The size of an OutputSection is calculated early, to aid handling of compressed debug sections. However, subsequent to this point, unused synthetic sections are removed. In the event that an OutputSection, from which such an InputSection is removed, is still required (e.g. because it has a symbol assignment), and no longer has any InputSections, dot assignments, or BYTE()-family directives, the size member is never updated when processing the commands. If the removed InputSection had a non-zero size (such as a .got.plt section), the section ends up with the wrong size in the output.

In this version, I have stopped estimating the value of the OutputSection Size and InputSection OutSecOff members early. There were a couple of issues I had to resolve, as part of this change:

  1. Compressed debug sections still need the Size set early, because they are not processed in assignAddresses. The original behaviour of setting the size early is maintained for such sections.
  2. The order of input sections is important for SHF_LINK_ORDER sections. This was previously relying on OutSecOff being an approximation for determining the final order. By making OutSecOff and OutputSection Size clearly not be the offset and size respectively, and instead making them represent indexes and section count, it should be much harder to misuse them.

Diff Detail

Repository
rLLD LLVM Linker

Event Timeline

jhenderson created this revision.Sep 28 2017, 7:45 AM
ruiu edited edge metadata.Oct 5 2017, 8:26 PM

This is much more complicated than https://reviews.llvm.org/D38321, but I wonder if it has to be. I feel like this part of code is becoming out of control.

Speaking of this patch, why don't you assign offsets in maybeCompress?

ELF/SyntheticSections.cpp
844–848 ↗(On Diff #116981)

What happens when a user starts modifying the output using the linker script?

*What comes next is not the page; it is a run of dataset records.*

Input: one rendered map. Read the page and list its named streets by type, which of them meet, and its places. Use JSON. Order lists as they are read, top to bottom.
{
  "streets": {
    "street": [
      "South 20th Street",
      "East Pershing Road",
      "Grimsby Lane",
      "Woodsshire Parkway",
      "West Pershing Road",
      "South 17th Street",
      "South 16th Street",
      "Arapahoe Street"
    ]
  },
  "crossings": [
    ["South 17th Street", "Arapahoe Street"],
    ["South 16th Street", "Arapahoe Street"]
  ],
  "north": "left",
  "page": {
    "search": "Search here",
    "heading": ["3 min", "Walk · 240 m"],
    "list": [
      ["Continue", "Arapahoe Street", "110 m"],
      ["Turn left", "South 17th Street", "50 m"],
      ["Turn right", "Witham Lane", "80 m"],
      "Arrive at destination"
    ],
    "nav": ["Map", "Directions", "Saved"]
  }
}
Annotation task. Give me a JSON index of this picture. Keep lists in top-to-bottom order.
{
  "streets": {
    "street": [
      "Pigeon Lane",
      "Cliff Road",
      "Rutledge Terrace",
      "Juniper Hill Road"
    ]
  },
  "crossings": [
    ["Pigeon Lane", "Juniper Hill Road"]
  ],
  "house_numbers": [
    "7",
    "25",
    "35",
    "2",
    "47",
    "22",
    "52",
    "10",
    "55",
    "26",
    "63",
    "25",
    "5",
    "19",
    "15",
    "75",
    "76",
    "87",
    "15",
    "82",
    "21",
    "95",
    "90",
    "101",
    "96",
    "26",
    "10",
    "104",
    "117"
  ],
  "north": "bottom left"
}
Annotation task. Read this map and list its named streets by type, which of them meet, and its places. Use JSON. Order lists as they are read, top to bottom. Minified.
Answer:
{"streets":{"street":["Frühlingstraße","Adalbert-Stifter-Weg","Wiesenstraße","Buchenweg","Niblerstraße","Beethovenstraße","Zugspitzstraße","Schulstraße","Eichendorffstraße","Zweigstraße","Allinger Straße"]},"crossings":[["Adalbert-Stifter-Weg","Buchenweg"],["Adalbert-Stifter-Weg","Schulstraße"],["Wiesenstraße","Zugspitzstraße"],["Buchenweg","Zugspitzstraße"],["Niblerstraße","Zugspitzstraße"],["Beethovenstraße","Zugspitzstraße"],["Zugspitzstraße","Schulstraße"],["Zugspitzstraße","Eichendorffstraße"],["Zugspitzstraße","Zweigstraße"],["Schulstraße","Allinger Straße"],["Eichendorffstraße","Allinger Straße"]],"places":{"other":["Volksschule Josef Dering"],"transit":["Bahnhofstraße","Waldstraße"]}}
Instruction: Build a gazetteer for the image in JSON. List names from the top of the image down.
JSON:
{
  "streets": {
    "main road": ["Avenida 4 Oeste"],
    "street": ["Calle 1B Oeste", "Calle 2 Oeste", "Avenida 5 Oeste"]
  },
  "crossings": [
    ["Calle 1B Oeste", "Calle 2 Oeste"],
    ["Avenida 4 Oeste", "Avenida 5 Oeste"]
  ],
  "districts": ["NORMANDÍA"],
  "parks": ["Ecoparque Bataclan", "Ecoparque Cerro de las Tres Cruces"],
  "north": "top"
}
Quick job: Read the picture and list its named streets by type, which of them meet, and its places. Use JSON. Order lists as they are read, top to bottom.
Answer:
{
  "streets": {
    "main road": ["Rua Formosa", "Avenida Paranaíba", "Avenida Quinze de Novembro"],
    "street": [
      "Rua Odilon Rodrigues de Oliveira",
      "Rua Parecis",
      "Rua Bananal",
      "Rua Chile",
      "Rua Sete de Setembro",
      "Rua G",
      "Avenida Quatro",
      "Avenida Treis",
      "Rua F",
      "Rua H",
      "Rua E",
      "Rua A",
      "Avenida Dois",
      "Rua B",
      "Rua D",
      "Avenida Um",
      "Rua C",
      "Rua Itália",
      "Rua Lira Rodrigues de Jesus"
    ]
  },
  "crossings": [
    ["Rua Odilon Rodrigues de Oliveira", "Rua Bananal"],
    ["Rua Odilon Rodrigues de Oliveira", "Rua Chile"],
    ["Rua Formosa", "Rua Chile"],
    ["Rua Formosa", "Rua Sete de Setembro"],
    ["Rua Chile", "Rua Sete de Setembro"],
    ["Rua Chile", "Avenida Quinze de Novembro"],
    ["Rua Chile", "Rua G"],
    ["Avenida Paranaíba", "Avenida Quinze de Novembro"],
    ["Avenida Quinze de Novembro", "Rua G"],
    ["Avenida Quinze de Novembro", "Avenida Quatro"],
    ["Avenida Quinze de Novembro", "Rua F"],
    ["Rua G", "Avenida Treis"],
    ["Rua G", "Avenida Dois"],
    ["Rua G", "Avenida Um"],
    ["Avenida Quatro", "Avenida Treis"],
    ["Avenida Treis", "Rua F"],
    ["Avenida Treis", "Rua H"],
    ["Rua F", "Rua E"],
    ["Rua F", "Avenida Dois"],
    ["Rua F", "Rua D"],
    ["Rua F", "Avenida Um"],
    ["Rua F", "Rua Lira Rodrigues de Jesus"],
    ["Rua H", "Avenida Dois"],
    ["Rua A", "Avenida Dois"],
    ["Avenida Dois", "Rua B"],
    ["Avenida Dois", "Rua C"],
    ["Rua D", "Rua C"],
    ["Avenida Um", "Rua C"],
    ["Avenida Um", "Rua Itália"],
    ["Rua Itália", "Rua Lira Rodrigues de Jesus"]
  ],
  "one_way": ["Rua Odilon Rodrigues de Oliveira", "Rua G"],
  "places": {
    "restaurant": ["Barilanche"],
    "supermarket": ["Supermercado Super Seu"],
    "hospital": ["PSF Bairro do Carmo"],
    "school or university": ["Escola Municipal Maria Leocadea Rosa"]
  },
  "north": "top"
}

jhenderson updated this revision to Diff 118016.Oct 6 2017, 9:25 AM

Moved offset and size calculation of compressed debug sections into maybeCompress as suggested. I have not got a setup that is able to run the corresponding tests, because it requires zlib (I tried installing it on my linux copy of LLVM and it still didn't work). If anybody is able to run these tests, I'd much appreciate it.

In D38361#890146, @ruiu wrote:

This is much more complicated than https://reviews.llvm.org/D38321, but I wonder if it has to be. I feel like this part of code is becoming out of control.

Are you referring to the MipsGot stuff, or the addSection code? I feel like this change makes the addSection code more correct, if anything, as it stops setting a "false" value for OutputSection::Size.

ELF/SyntheticSections.cpp
844–848 ↗(On Diff #116981)

The output section sizes will be different to what is estimated here, meaning that the number of GOT entries may not be entirely correct. I think that the only way around this is if we properly loop over assignAddresses until the sizes are all stable. This is an existing issue with the current behaviour anyway, and I see that @peter.smith already mentioned this in D29983#681632:

In the general case we will need to assign addresses multiple times as it is possible to write linker scripts where adding thunks causes address expressions in the script to change in ways that breaks the address calculations.

The size calculation for the GOT relies on the size calculated by assignAddresses, but that is not final until after thunk creation. As things stand, I think the code is slightly broken anyway, but I think it might be fixable by calling assignAddresses again immediately before the updateAllocSize call. I will look a that shortly.

Apologies for the drive by comment, I need to leave the office fairly soon. In this specific case might it be simpler to only early calculate the size of non SHF_ALLOC content such as debug sections as the OutputSection doesn't get an address, just an offset and doesn't affect the addresses of any other SHF_ALLOC content, it is therefore safe to calculate the OutputSection size early.

In the general case I think the late addition and removal of content such as Thunks, Mips GOT entries, errata fixes and I'm guessing at RiscV relaxation are going to require some kind of iteration to a fixed point. I usually find iterating to a fixed point better than trying to predict addresses/sizes as it is easy to miss hard to predict corner cases. I'm wondering if it is possible to make this kind of iteration clearer by having a kind of Relaxation() stage that we can add functions that may need to update addresses and sizes to, this should hopefully make such code easier to understand. Probably a separate series of refactorings though.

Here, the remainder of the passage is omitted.